_WORK TO BE COMPLETED_
Going line by line through the entries below, tally those that hold the string "serif". Give only the total.

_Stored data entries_
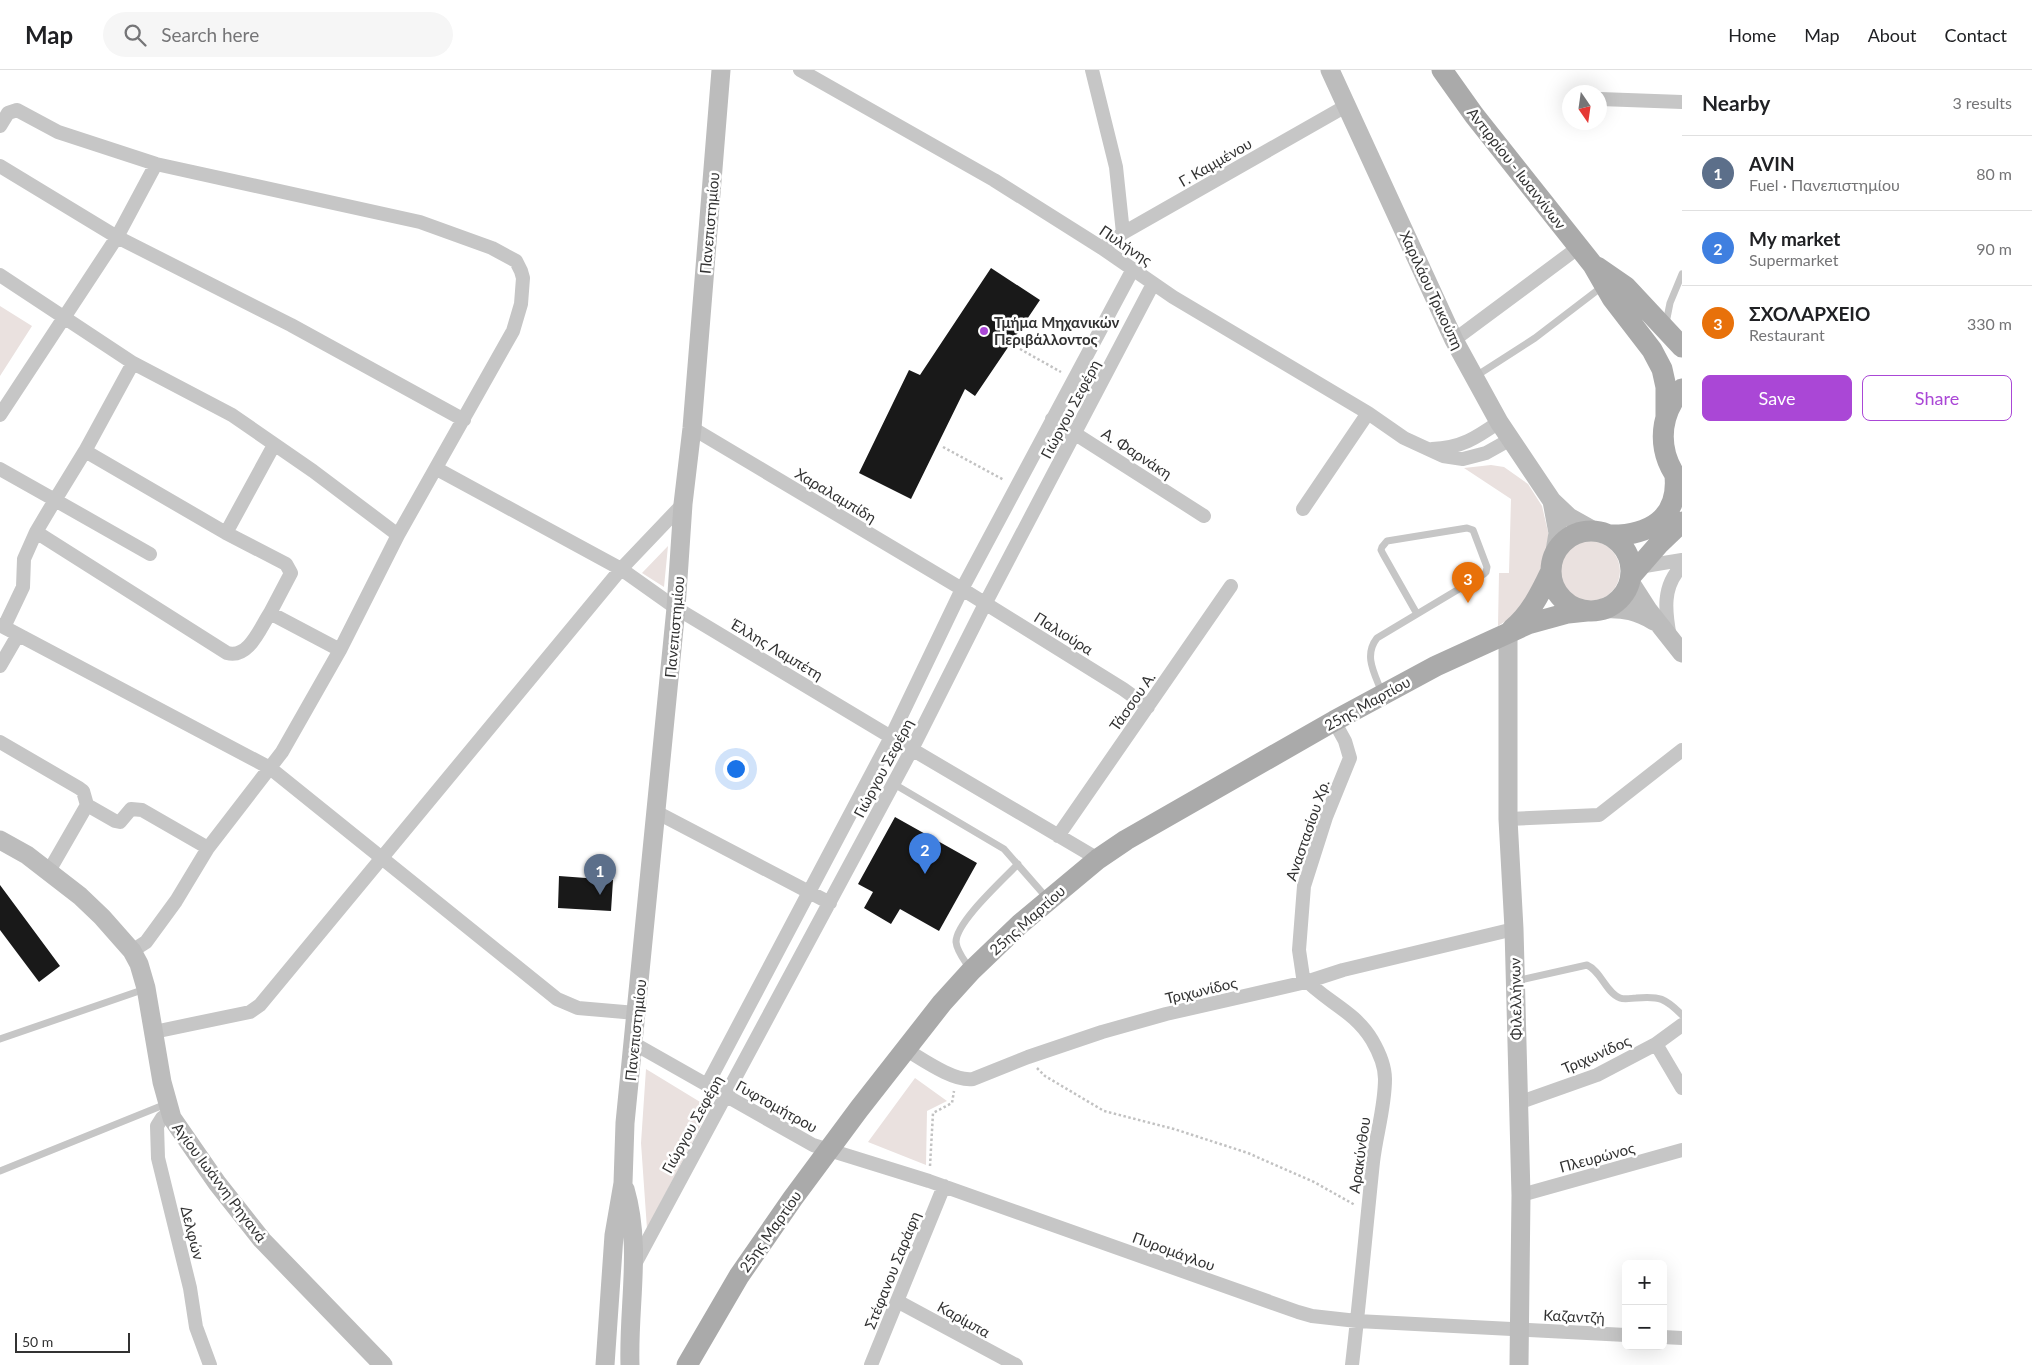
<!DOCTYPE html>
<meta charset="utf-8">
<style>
:root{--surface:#fff;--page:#f6f6f6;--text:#202124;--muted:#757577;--line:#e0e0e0;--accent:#aa47d6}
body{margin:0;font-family:Lato,sans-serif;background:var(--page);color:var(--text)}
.controls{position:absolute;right:15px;bottom:15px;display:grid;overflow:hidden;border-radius:8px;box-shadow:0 5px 20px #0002}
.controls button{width:45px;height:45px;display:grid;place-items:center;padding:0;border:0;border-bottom:1px solid var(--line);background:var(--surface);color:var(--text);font:25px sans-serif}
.compass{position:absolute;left:1562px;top:15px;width:45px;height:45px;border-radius:50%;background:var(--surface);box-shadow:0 5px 20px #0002;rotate:167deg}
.scale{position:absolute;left:15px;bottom:12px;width:115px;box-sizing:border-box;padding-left:5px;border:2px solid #323232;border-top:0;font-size:14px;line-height:18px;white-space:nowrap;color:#323232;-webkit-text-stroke:4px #fff;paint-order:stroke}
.you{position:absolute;left:735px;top:698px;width:18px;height:18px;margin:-12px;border:4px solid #fff;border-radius:50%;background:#1a73e8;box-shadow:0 0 0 8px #1a73e833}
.badge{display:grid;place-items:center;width:32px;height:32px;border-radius:50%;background:var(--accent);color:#fff;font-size:16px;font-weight:700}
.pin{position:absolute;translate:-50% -41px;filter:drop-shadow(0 1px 2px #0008)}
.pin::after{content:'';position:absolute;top:26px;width:18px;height:15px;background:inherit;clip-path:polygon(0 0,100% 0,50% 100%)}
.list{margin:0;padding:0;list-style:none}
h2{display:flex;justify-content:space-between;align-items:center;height:65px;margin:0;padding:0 20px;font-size:21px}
h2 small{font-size:16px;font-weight:400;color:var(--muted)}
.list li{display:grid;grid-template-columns:32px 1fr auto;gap:15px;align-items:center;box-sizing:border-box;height:75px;padding:0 20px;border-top:1px solid var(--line)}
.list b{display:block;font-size:19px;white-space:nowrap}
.list p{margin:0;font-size:16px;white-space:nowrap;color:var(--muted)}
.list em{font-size:16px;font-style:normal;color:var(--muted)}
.actions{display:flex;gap:10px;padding:15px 20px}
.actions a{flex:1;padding:11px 0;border:1px solid var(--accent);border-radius:8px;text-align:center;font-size:18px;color:var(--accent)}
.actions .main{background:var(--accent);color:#fff}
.icon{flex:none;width:28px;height:28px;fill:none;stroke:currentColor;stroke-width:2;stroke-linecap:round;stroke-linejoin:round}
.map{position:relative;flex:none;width:1682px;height:1295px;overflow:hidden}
header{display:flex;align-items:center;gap:30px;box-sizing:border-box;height:70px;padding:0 25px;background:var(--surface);border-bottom:1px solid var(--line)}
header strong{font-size:24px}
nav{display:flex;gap:28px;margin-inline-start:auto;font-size:18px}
.search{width:350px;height:45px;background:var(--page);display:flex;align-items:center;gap:12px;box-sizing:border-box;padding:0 18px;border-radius:28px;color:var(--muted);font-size:19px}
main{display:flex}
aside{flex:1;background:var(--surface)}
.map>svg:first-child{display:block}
.green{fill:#eae1df}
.building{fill:#191919}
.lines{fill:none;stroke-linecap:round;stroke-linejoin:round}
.path{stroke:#c2c2c2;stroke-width:2.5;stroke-dasharray:2.5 2.5;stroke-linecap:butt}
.lane{stroke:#c6c6c6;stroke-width:7}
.street{stroke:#c6c6c6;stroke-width:14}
.secondary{stroke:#bcbcbc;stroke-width:19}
.primary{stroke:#aaa;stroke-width:21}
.poi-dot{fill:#aa47d6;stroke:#fff;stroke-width:2}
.labels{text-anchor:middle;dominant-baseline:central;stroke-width:5;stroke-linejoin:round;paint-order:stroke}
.street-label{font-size:15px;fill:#323232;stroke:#fff}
.poi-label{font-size:15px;font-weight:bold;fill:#323232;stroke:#fff;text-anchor:start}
</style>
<header>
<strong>Map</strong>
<div class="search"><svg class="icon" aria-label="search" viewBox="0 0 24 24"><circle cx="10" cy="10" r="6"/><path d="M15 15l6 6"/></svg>Search here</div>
<nav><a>Home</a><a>Map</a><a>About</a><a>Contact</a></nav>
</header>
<main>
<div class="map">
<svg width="1682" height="1295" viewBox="0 0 1682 1295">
<rect width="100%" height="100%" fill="#fff"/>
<path class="green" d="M0 236 32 256 0 306Z
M1491 395 1504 397 1528 414 1542 436 1549 466 1537 515 1515 545 1498 556 1499 503H1509L1511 429 1464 398Z
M1560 501a30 30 0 1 1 60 0a30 30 0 1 1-60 0Z
M668 476 664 517 642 503Z
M646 999 710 1038 647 1159 641 1073Z
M915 1008 947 1031 927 1041 926 1095 868 1072Z"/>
<path class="building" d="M991 198 1040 230 975 326 965 319 911 429 859 403 909 300 920 305Z
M895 747 977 793 939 861 900 839 891 854 864 838 873 822 858 814Z
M559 806 613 810 611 841 558 838Z
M0 815 60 896 39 912 0 860Z"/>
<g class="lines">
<path class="path" d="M1020 279 1061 302
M943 377 1004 410
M1037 998 1045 1006 1104 1041 1174 1059 1248 1083 1314 1112 1355 1135
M930 1096 933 1043 952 1033 954 1021"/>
<path class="lane" d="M1666 253 1670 233 1682 204
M1476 306 1535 268 1603 216
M1382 623C1375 604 1363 586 1377 568L1484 504 1486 502 1487 497 1473 460 1467 458 1387 471 1382 477 1381 480 1383 484 1417 544
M894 714 1004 779 1047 828
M970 899C965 891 957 882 956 872 956 852 1003 810 1018 794
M1516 911 1587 895C1601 901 1606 923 1620 928 1625 930 1632 928 1636 928 1660 926 1665 928 1682 945
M0 969 145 919
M0 1101 166 1034"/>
<path class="street" d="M800 0 994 110 1102 178 1173 227 1368 343 1404 368 1443 386 1463 389 1486 383 1511 369
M1092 0 1116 97 1123 163
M1600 29 1682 32
M0 56 8 43 17 40 58 62 156 94 420 152 492 178 516 191 521 201 523 208 521 234 513 261 398 465 340 580 282 682 208 778 176 831 146 872 132 881
M0 96 117 167 291 255 464 350
M1102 178 1123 163 1346 36
M0 205 133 293 232 345 313 401 398 465
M1454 270 1579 177
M133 293 85 381 226 463 286 494 291 503 270 543
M0 345 117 167 156 94
M1052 349 1204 446
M692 358 962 519 1123 619 1148 637
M1432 379C1461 378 1476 368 1499 352
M85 381 55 430 150 484
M0 399 55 430 36 462 227 583C249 589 260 558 270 543L340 580
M437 399 621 499 676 538 891 667 1098 789
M1303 439 1368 343
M226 463 274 375
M1639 497 1682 490
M0 555 270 698 557 929 578 938 636 943
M4 557 23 517 24 489 36 462
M1670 567C1665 541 1662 516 1682 496
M0 596 18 565
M1334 651 1345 671 1350 688 1326 747 1304 816 1299 880 1303 907C1324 931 1354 940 1372 970 1379 982 1385 996 1385 1009 1385 1037 1376 1065 1373 1092 1366 1159 1360 1227 1352 1295
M0 672 79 718 83 721 87 735 115 751 120 752 131 739 142 740 208 778
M656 742 830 833
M1508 749 1599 745 1682 680
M1058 766 1231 516
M49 801 87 735
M154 962 250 942 260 935 621 499 683 434
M633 973 813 1075 929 1111 1298 1242 1312 1246 1357 1251 1626 1265
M1656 974 1682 1018
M905 979C922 989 954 1012 973 1009L1028 987 1102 962 1166 944 1306 912 1343 900 1514 859
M707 1015 891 667 962 519 1133 199
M1518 1033 1597 1005 1656 974 1682 955
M169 1043 162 1048 157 1056 158 1088 190 1218 196 1257 210 1295
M1521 1125 1682 1080
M635 1194 912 679 985 534 1153 214
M897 1231 1016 1295
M1663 1267 1682 1268
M871 1295 944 1116"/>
<path class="secondary" d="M1330 0 1454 270 1499 352 1552 431 1569 447 1594 461
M1552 431 1558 463 1555 481
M1630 512 1648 540 1682 583
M1605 539C1624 538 1637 541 1654 551
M1508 562V749L1514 859 1521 1125 1519 1295
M0 770 27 785 80 826 102 847 132 881 139 894 146 918 162 1012 172 1048 217 1113 262 1170 383 1295
M625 1119C642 1177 628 1235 630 1295
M605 1295 614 1165 623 1113 625 1053 676 538 683 434 692 358 721 0"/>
<path class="primary" d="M1442 0 1474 45 1593 195 1612 228 1652 280 1662 299 1666 317V346
M1597 197 1626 217 1682 277
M1682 319C1657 348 1657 385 1682 414
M1551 501a40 40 0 1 1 80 0a40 40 0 1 1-80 0Z
M1609 465C1648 466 1679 449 1675 406
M1631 506 1658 475 1682 452
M1512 559C1530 544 1540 524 1550 503
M687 1295 739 1206 793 1128 859 1039 942 933 971 901 1020 854 1098 789 1126 770 1334 651 1436 596 1528 554 1568 543 1587 541"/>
</g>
<circle class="poi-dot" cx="984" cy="261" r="5"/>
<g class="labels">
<g class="street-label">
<text transform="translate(1215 92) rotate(-30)">Γ. Καμμένου</text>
<text transform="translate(1517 98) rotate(52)">Αντιρρίου - Ιωαννίνων</text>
<text transform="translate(709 153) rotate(-85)">Πανεπιστημίου</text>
<text transform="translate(1126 175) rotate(34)">Πυλήνης</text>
<text transform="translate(1432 220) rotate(65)">Χαριλάου Τρικούπη</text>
<text transform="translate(1070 339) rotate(-62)">Γιώργου Σεφέρη</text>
<text transform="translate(1137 383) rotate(33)">Α. Φαρνάκη</text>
<text transform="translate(836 425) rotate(31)">Χαραλαμπίδη</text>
<text transform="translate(674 557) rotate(-85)">Πανεπιστημίου</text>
<text transform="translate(1064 563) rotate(32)">Παλιούρα</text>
<text transform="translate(777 579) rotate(31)">Έλλης Λαμπέτη</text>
<text transform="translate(1132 631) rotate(-55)">Τάσσου Α.</text>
<text transform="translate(1367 633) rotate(-29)">25ης Μαρτίου</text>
<text transform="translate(883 698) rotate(-62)">Γιώργου Σεφέρη</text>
<text transform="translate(1307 760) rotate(-71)">Αναστασίου Χρ.</text>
<text transform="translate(1027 850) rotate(-42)">25ης Μαρτίου</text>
<text transform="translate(1201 920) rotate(-13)">Τριχωνίδος</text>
<text transform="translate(1515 929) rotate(-91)">Φιλελλήνων</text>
<text transform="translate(635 960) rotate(-84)">Πανεπιστημίου</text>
<text transform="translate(1596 984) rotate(-24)">Τριχωνίδος</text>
<text transform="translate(777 1036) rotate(29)">Γυφτομήτρου</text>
<text transform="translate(692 1054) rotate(-61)">Γιώργου Σεφέρη</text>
<text transform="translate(1359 1085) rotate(-82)">Αρακύνθου</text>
<text transform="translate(1597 1087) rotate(-15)">Πλευρώνος</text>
<text transform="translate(220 1112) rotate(53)">Αγίου Ιωάννη Ρηγανά</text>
<text transform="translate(770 1161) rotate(-55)">25ης Μαρτίου</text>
<text transform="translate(193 1163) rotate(76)">Δελφών</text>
<text transform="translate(1174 1181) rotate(20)">Πυρομάγλου</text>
<text transform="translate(892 1200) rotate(-68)">Στέφανου Σαράφη</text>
<text transform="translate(1574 1246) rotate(3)">Καζαντζή</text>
<text transform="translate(964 1249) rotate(29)">Καρίμπα</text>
</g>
<g class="poi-label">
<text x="994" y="252">Τμήμα Μηχανικών<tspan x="994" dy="17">Περιβάλλοντος</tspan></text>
</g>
</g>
</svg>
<div class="controls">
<button>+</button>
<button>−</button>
</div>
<svg class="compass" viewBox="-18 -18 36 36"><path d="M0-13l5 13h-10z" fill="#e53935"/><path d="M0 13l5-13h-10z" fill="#757577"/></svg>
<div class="scale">50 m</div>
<div class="you"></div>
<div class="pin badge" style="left:600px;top:825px;background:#5c6f8a">1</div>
<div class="pin badge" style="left:925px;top:804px;background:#3f7fe0">2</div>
<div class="pin badge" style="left:1468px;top:533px;background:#e8710a">3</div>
</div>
<aside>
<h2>Nearby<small>3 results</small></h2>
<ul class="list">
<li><span class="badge" style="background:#5c6f8a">1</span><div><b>AVIN</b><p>Fuel · Πανεπιστημίου</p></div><em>80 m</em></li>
<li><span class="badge" style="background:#3f7fe0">2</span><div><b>My market</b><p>Supermarket</p></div><em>90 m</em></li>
<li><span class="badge" style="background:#e8710a">3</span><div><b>ΣΧΟΛΑΡΧΕΙΟ</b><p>Restaurant</p></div><em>330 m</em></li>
</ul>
<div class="actions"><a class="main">Save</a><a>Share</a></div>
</aside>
</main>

_ANSWER SECTION_
2